Task instructions -
The full set of entries should be repeated without a single change.

Segment Start: Recorded information

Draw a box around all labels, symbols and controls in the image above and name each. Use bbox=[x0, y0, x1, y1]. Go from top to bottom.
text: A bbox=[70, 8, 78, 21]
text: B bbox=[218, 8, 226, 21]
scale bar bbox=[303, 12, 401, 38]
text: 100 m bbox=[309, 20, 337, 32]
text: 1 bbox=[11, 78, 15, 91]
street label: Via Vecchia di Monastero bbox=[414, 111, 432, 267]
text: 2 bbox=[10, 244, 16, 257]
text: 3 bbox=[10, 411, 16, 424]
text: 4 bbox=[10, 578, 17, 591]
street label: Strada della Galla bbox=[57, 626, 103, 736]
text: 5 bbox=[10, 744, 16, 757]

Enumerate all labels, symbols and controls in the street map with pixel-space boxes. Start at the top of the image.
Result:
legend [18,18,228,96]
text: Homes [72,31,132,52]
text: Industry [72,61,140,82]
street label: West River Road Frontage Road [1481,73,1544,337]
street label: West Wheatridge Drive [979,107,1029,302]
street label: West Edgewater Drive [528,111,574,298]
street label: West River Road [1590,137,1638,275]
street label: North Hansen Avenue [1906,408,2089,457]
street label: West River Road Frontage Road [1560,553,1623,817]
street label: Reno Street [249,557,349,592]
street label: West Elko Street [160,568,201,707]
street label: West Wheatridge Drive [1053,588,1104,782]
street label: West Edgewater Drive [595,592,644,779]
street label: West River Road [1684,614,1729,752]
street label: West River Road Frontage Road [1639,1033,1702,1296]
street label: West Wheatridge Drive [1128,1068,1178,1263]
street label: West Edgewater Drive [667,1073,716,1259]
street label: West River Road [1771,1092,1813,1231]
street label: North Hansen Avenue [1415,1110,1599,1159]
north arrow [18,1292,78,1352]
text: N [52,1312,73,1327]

Segment End: Recorded information

Exercise answer -
Draw a box around all labels, symbols and controls in the image above and name each. Use bbox=[x0, y0, x1, y1]. Go from top to bottom.
text: A bbox=[70, 8, 78, 21]
text: B bbox=[218, 8, 226, 21]
scale bar bbox=[303, 12, 401, 38]
text: 100 m bbox=[309, 20, 337, 32]
text: 1 bbox=[11, 78, 15, 91]
street label: Via Vecchia di Monastero bbox=[414, 111, 432, 267]
text: 2 bbox=[10, 244, 16, 257]
text: 3 bbox=[10, 411, 16, 424]
text: 4 bbox=[10, 578, 17, 591]
street label: Strada della Galla bbox=[57, 626, 103, 736]
text: 5 bbox=[10, 744, 16, 757]

Enumerate all labels, symbols and controls in the street map with pixel-space boxes. Start at the top of the image.
Result:
legend [18,18,228,96]
text: Homes [72,31,132,52]
text: Industry [72,61,140,82]
street label: West River Road Frontage Road [1481,73,1544,337]
street label: West Wheatridge Drive [979,107,1029,302]
street label: West Edgewater Drive [528,111,574,298]
street label: West River Road [1590,137,1638,275]
street label: North Hansen Avenue [1906,408,2089,457]
street label: West River Road Frontage Road [1560,553,1623,817]
street label: Reno Street [249,557,349,592]
street label: West Elko Street [160,568,201,707]
street label: West Wheatridge Drive [1053,588,1104,782]
street label: West Edgewater Drive [595,592,644,779]
street label: West River Road [1684,614,1729,752]
street label: West River Road Frontage Road [1639,1033,1702,1296]
street label: West Wheatridge Drive [1128,1068,1178,1263]
street label: West Edgewater Drive [667,1073,716,1259]
street label: West River Road [1771,1092,1813,1231]
street label: North Hansen Avenue [1415,1110,1599,1159]
north arrow [18,1292,78,1352]
text: N [52,1312,73,1327]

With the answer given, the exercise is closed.